Osteoarthritis (OA) is the most common form of arthritis. It has been regarded as a disease of articular cartilage, with evidence of articular cartilage degeneration followed by erosion, the main identifying characteristic. The etiology is multifactorial, but common features can be observed. The end point of OA is cartilage destruction that impairs joint movement and causes pain. In knee joints, the cartilage destruction is associated with or preceded by subchondral bone sclerosis. Joint destruction is also associated with joint inflammation, with the synovial membrane playing a key role. The chronologic events of these phenomena are still debated in the literature. However, because of the complexity of the disease, it maybe initiated via each of these tissues, although inflammation of the synovial membrane is less likely to be a primary cause.

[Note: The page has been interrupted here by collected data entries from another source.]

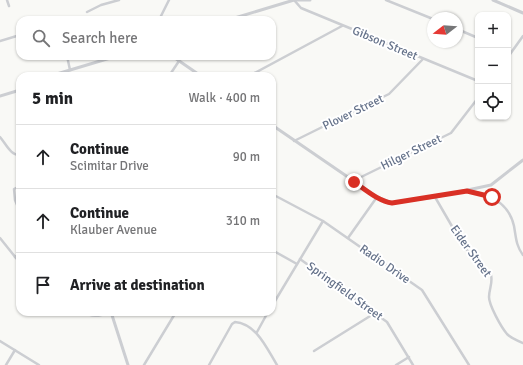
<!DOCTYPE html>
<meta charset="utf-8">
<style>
:root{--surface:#fff;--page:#f6f6f6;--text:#202124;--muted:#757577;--line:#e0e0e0}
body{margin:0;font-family:Signika,sans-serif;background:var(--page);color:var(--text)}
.controls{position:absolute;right:12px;top:12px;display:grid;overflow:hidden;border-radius:8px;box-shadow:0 1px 3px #0004}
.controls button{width:36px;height:36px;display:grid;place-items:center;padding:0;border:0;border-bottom:1px solid var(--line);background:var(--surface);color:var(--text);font:20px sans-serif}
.compass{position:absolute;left:427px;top:12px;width:36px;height:36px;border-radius:50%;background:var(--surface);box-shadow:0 1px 3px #0004;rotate:253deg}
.stop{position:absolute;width:12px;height:12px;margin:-9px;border:3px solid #d93025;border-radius:50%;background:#fff}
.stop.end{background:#d93025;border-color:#fff;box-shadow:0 1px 4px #0008}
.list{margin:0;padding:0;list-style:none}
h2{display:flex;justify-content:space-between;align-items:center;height:52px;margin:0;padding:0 16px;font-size:17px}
h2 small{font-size:13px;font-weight:400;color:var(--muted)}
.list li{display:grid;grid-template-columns:26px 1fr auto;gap:12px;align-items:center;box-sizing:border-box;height:64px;padding:0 16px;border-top:1px solid var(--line)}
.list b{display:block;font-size:15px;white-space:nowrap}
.list p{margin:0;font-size:13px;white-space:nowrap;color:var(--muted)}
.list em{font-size:13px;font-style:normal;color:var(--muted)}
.icon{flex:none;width:22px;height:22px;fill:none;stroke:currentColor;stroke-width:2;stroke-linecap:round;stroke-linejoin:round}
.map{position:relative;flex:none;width:523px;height:365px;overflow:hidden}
.search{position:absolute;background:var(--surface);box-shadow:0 1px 3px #0004;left:16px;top:16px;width:260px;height:44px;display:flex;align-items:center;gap:10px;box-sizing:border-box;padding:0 14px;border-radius:12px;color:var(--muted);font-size:15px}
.panel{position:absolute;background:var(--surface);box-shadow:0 1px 3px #0004;left:16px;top:72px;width:260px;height:244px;border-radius:12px}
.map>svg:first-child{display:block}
</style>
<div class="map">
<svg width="523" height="365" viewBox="0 0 523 365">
<rect width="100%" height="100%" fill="#f9f9f6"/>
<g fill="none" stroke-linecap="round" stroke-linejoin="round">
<g stroke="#ccced2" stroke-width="2.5">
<polyline points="7,0 9,6"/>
<polyline points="294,0 301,8 478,81"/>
<polyline points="386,0 433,19"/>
<polyline points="87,12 101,5 119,0"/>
<polyline points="159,20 169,0"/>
<polyline points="457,29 478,38"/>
<polyline points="0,41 20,35"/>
<polyline points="67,56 70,70"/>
<polyline points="508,57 523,36"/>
<polyline points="169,76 179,61"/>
<polyline points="249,76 342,26"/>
<path d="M0 137C6 144 11 156 20 155"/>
<polyline points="294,141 389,94 423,59"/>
<polyline points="354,182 357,179 451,133 478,98"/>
<polyline points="20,186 14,189 15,200 20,212"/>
<path d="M466 191C488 192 509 203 514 226 516 237 516 246 523 255"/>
<polyline points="272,194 323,221 422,290 469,365"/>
<path d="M435 197 464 247 491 275C493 283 489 289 489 297 489 305 501 327 507 334 511 338 518 341 523 343"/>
<polyline points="0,238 20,263"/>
<polyline points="348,238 377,197"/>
<polyline points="272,250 297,264"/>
<polyline points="15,257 20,253"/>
<polyline points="300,259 387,322 413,365"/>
<polyline points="272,306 323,221"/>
<path d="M83 312C92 318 101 316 110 312"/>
<polyline points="257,332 268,312"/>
<polyline points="0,341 39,365"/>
<polyline points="314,351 375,313"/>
<polyline points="6,365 15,350"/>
<polyline points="144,365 176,312"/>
<path d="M209 365 232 324 235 322C257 324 267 349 277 365"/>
<polyline points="396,365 409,357"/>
</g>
<g stroke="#ccced2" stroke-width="3">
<polyline points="493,0 523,13"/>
<polyline points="228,20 294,0 310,0"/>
<polyline points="172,56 201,76"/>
<polyline points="50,76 117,56"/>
<polyline points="0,96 20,90"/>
<polyline points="272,125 377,197 392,203 435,197 491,185 523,160"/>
<polyline points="111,312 128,365"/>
</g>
</g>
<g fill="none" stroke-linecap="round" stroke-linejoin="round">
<path stroke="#d93025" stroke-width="5" d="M354 182C365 189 378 201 392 203L467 191 492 197"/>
</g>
<g text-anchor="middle" stroke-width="4" stroke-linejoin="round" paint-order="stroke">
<g font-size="12" fill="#65728a" stroke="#fff">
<text transform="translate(385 43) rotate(23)" y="4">Gibson Street</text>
<text transform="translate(353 112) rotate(-26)" y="4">Plover Street</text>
<text transform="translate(411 152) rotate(-26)" y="4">Hilger Street</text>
<text transform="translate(471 251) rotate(54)" y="4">Eider Street</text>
<text transform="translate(385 264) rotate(35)" y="4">Radio Drive</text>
<text transform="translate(345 291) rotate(36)" y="4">Springfield Street</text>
</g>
</g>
</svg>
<div class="controls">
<button>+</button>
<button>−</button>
<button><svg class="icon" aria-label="locate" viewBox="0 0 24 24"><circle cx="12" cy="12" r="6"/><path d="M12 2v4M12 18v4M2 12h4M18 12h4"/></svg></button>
</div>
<svg class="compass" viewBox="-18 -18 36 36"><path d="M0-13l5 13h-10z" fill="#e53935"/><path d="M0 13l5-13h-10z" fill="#757577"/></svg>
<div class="stop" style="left:492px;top:197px"></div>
<div class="stop end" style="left:354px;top:182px"></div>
<div class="search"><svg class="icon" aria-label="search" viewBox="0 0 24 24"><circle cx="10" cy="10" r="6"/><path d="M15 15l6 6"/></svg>Search here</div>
<section class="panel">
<h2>5 min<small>Walk · 400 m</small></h2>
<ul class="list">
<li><svg class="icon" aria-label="ahead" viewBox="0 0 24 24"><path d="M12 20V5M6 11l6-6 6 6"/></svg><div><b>Continue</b><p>Scimitar Drive</p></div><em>90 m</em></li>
<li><svg class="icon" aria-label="ahead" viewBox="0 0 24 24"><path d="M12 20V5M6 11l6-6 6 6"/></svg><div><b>Continue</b><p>Klauber Avenue</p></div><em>310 m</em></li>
<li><svg class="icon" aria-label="arrive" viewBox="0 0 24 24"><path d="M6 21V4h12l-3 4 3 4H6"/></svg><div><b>Arrive at destination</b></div></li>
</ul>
</section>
</div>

The widely held belief that OA is a disease of cartilage has been a subject of debate, particularly in recent years. Several investigations, including our own, have led to the hypothesis that bone changes may account for joint deterioration and development of OA. Indeed, individuals with OA exhibit striking increases in bone mass at affected sites, such as the knee and hip, as well as at nonsynovial sites like the lumbar spine. Individuals with OA also have a high body mass index (BMI) and exhibit an increase in bone mineral density (BMD).

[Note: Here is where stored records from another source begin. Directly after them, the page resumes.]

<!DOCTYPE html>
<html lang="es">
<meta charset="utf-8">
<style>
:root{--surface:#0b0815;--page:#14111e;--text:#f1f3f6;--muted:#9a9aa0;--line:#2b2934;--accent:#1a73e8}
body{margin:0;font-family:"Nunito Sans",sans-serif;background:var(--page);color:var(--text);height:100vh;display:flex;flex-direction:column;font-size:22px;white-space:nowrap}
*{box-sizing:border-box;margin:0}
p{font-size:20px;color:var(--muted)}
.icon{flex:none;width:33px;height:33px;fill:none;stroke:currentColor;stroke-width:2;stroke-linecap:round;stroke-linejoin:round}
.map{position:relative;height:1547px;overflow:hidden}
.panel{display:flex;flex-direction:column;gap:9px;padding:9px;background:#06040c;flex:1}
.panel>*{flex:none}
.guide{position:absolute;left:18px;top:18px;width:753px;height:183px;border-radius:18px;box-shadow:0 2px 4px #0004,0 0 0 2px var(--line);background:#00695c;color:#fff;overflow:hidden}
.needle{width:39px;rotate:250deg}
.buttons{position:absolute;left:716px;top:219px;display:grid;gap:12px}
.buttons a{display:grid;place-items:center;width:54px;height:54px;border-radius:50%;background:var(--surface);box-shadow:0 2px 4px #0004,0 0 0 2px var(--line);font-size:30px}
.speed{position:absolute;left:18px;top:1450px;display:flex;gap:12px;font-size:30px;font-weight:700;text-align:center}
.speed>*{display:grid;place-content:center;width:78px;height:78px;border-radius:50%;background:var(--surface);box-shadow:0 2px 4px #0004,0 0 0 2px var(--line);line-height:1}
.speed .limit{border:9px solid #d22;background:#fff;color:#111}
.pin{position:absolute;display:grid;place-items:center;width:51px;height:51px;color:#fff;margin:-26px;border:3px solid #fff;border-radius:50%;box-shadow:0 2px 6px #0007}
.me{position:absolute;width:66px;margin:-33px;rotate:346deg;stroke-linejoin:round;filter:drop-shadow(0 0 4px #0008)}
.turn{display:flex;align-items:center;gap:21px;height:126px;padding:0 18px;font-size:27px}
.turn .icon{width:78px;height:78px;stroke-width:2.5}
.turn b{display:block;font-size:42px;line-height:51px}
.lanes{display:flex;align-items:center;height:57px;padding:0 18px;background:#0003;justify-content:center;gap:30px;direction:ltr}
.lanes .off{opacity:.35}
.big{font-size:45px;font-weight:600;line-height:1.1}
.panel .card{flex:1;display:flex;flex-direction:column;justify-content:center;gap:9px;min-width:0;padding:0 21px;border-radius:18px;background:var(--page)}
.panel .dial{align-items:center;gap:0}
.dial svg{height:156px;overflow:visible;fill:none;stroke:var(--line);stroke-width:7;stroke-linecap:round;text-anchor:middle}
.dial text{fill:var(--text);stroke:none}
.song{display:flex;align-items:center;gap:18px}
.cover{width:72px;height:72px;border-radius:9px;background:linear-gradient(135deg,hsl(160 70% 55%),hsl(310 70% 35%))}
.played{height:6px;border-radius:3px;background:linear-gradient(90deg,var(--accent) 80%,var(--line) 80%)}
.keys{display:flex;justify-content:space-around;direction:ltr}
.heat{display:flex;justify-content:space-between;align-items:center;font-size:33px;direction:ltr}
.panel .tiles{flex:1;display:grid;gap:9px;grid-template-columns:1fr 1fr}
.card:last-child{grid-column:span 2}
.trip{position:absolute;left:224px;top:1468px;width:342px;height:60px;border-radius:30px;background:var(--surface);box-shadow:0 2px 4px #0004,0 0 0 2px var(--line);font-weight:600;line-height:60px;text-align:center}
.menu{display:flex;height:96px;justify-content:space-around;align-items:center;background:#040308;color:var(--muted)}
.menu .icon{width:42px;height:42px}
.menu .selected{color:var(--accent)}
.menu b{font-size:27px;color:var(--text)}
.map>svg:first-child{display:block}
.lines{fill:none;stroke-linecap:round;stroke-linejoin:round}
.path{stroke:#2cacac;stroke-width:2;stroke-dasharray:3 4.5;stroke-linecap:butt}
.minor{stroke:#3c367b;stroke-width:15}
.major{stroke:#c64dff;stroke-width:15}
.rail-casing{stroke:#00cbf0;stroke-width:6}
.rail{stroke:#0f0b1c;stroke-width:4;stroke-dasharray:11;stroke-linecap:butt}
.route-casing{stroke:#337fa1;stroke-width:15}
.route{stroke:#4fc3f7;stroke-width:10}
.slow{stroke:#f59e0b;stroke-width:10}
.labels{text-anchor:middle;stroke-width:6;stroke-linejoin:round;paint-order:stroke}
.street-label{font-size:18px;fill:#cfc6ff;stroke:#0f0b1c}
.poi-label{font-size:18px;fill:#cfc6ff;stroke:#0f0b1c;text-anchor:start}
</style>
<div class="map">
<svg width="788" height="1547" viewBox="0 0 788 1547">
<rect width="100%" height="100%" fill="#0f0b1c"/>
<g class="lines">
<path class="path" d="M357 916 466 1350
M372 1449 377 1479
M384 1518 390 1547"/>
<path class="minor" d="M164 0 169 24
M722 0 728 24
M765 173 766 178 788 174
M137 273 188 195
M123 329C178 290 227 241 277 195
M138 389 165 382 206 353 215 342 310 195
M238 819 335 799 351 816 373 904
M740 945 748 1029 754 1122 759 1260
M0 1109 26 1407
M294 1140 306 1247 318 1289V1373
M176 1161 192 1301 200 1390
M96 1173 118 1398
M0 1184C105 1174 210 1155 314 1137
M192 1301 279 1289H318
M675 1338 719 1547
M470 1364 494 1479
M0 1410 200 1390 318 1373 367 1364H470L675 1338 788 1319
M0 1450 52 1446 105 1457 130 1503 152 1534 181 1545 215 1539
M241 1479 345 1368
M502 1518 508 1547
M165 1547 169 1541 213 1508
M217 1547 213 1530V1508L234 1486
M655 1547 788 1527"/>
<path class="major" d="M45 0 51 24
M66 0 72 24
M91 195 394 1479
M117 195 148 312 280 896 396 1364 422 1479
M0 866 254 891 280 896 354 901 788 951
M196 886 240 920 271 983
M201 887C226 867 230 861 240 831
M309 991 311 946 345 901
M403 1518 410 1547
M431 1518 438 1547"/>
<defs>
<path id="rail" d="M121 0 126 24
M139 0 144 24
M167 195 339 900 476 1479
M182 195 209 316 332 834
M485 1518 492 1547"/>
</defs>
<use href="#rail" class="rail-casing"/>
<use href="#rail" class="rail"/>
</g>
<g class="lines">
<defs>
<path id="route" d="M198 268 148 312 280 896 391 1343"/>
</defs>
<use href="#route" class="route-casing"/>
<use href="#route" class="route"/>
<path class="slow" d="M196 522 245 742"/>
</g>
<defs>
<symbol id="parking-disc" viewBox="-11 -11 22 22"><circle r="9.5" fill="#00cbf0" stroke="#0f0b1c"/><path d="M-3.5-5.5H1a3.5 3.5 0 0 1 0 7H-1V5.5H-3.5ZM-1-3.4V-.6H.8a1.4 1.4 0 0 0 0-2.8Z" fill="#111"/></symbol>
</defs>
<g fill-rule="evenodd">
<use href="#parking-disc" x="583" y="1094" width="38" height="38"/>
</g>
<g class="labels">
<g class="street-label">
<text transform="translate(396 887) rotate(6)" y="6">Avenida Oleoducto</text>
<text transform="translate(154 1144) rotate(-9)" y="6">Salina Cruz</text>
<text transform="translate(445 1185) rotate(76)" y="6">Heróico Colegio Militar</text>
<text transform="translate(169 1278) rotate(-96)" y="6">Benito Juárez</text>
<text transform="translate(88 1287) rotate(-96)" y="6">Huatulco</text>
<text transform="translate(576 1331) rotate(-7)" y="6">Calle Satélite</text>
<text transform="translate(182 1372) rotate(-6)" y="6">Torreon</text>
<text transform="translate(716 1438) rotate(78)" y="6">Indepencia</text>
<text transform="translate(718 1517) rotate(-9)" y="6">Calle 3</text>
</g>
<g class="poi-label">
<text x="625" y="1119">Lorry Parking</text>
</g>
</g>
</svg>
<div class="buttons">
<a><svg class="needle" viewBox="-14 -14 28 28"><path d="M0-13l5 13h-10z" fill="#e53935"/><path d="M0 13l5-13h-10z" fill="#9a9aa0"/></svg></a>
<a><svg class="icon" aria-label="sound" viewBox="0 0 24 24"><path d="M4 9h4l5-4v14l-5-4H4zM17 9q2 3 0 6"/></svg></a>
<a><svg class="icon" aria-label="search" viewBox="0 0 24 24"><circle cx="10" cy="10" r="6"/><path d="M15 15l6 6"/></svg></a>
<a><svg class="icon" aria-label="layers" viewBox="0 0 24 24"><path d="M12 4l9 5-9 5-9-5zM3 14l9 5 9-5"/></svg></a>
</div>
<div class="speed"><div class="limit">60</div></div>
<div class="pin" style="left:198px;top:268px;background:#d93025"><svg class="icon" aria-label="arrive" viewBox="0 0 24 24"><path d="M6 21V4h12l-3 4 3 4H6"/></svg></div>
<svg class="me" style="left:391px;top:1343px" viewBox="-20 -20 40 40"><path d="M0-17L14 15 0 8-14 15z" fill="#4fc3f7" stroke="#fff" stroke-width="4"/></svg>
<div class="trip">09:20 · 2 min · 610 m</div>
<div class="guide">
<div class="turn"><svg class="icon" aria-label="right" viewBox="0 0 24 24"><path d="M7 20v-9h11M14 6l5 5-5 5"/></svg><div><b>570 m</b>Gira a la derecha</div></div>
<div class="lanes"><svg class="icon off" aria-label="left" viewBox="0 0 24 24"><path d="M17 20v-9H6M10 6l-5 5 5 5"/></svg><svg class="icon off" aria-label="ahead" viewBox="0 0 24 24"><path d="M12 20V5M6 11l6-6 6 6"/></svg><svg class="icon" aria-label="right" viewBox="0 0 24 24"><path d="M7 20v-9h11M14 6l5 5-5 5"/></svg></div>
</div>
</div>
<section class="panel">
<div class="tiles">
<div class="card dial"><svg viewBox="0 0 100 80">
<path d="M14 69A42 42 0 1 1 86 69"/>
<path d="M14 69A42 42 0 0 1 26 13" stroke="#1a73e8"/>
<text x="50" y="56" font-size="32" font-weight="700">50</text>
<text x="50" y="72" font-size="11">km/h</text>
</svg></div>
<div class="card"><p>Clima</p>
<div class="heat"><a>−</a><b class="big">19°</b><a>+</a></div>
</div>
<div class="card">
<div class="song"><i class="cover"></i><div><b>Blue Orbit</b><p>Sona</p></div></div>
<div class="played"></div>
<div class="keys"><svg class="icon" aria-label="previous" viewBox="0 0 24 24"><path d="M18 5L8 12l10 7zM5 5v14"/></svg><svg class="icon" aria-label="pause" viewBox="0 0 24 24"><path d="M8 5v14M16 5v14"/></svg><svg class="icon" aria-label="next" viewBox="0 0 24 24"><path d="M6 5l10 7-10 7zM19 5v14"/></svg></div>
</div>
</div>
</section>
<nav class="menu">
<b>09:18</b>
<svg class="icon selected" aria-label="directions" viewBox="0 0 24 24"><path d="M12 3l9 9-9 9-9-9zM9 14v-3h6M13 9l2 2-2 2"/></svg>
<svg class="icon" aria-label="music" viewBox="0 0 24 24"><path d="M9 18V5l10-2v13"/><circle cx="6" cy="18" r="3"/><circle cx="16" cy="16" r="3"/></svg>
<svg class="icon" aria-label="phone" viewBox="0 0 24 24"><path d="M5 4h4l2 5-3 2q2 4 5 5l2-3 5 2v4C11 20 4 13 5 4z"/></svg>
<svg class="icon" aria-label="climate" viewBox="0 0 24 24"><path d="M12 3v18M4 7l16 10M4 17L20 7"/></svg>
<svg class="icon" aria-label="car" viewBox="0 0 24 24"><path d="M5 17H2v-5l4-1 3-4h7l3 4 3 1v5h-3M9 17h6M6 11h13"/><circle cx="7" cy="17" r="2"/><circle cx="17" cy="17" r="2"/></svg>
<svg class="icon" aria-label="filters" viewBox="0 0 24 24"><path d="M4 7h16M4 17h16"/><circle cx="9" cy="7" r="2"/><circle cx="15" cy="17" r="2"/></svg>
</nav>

The latter may be the result of an abnormally high rate of metabolism of osteoblasts, observable in vivo and in vitro, and most particularly in subchondral bone. However, stiffness and BMD are not uniform in OA bone, as assessed by quantitative backscattered electron imaging, Fourier transform infrared spectroscopy, and fractal analysis [70,142,228]. Actually, only bone closest to the articular cartilage influences the integrity of cartilage and variations in stiffness and BMD in OA bone tissue may cause more damage to cartilage integrity than to normal bone [43,66]. Moreover, the apparent elevations in BMD in OA may be due to an increase in material density resulting from a more abundant, yet undermineralized osteoid collagen matrix [8, 144,145]. Indeed, the increase in osteoid matrix in OA bone tissue [125,246] is an indication of abnormal mineralization and of general bone metabolic disease [80-82,188]. The altered metabolism of osteoblasts from subchondral bone tissue is not due to changed serum levels of humoral factors or hormones , but to an alteration in local signals. Even in the early stages of osteoarthritis, pheno-typic differences in subchondral osteoblasts become manifest as a result of a higher rate of metabolism. Indeed, a large number of factors, including inflammatory and growth factors and proteases, are produced in excessive amounts in the diseased tissue [101,135,136,208,241]. These factors may act locally, via autocrine/paracrine signaling, but increasing evidence indicates that these factors interact with the overlying articular cartilage [92,124,207]. Alterations in the crosstalk between bone and articular tissues may contribute to the pathogenesis of OA.